**EXERCISE AIM**
Pick every line from the data below that contains the string "image" and copy it.

Stored items:
_____

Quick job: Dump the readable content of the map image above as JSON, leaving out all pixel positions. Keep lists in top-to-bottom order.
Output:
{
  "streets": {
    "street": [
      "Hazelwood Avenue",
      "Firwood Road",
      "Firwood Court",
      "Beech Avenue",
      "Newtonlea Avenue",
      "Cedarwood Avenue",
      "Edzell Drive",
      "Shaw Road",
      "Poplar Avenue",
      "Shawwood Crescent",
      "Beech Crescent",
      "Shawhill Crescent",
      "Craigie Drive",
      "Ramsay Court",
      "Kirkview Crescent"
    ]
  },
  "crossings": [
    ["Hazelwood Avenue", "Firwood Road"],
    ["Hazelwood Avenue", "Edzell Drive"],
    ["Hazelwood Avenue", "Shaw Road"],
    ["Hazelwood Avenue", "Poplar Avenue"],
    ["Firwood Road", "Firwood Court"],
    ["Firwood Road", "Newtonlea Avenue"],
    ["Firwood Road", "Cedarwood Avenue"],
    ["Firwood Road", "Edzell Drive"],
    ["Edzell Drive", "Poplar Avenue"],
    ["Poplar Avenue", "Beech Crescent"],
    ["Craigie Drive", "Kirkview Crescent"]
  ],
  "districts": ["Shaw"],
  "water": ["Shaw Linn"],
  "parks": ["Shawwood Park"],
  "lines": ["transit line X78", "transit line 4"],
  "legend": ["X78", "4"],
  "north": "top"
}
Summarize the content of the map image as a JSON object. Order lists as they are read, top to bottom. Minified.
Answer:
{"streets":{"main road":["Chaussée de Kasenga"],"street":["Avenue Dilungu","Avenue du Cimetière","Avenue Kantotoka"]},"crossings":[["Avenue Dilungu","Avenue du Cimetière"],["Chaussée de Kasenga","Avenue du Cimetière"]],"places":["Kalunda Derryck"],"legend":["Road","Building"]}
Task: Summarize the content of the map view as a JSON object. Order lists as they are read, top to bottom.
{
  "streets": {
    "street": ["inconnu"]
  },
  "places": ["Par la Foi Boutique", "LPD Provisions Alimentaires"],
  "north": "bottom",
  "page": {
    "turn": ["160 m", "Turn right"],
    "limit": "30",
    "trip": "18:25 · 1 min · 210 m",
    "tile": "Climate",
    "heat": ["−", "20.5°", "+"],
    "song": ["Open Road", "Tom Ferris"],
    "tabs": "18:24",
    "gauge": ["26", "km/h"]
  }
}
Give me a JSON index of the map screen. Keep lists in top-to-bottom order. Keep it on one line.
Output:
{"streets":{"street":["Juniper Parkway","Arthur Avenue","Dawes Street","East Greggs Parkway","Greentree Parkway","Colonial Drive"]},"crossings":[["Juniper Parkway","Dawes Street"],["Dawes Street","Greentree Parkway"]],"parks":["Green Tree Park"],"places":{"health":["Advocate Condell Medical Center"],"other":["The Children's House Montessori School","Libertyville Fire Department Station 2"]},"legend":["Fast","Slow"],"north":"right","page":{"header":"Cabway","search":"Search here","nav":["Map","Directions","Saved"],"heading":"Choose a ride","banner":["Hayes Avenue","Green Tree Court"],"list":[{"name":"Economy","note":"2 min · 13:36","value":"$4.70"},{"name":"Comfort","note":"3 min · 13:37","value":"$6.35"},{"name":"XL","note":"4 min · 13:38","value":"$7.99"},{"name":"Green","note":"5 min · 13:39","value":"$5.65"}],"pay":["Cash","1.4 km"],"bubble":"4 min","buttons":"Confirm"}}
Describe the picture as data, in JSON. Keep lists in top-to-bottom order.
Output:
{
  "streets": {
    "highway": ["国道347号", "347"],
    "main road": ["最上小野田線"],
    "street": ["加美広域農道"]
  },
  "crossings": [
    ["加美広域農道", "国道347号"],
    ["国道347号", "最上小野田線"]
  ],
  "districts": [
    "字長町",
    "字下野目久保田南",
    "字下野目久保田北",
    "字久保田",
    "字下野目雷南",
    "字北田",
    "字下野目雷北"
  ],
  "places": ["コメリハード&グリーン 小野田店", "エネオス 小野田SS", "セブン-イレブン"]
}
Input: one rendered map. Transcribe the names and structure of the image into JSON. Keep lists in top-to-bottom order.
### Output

_____

**COMPLETED TASK**
Quick job: Dump the readable content of the map image above as JSON, leaving out all pixel positions. Keep lists in top-to-bottom order.
Summarize the content of the map image as a JSON object. Order lists as they are read, top to bottom. Minified.
Input: one rendered map. Transcribe the names and structure of the image into JSON. Keep lists in top-to-bottom order.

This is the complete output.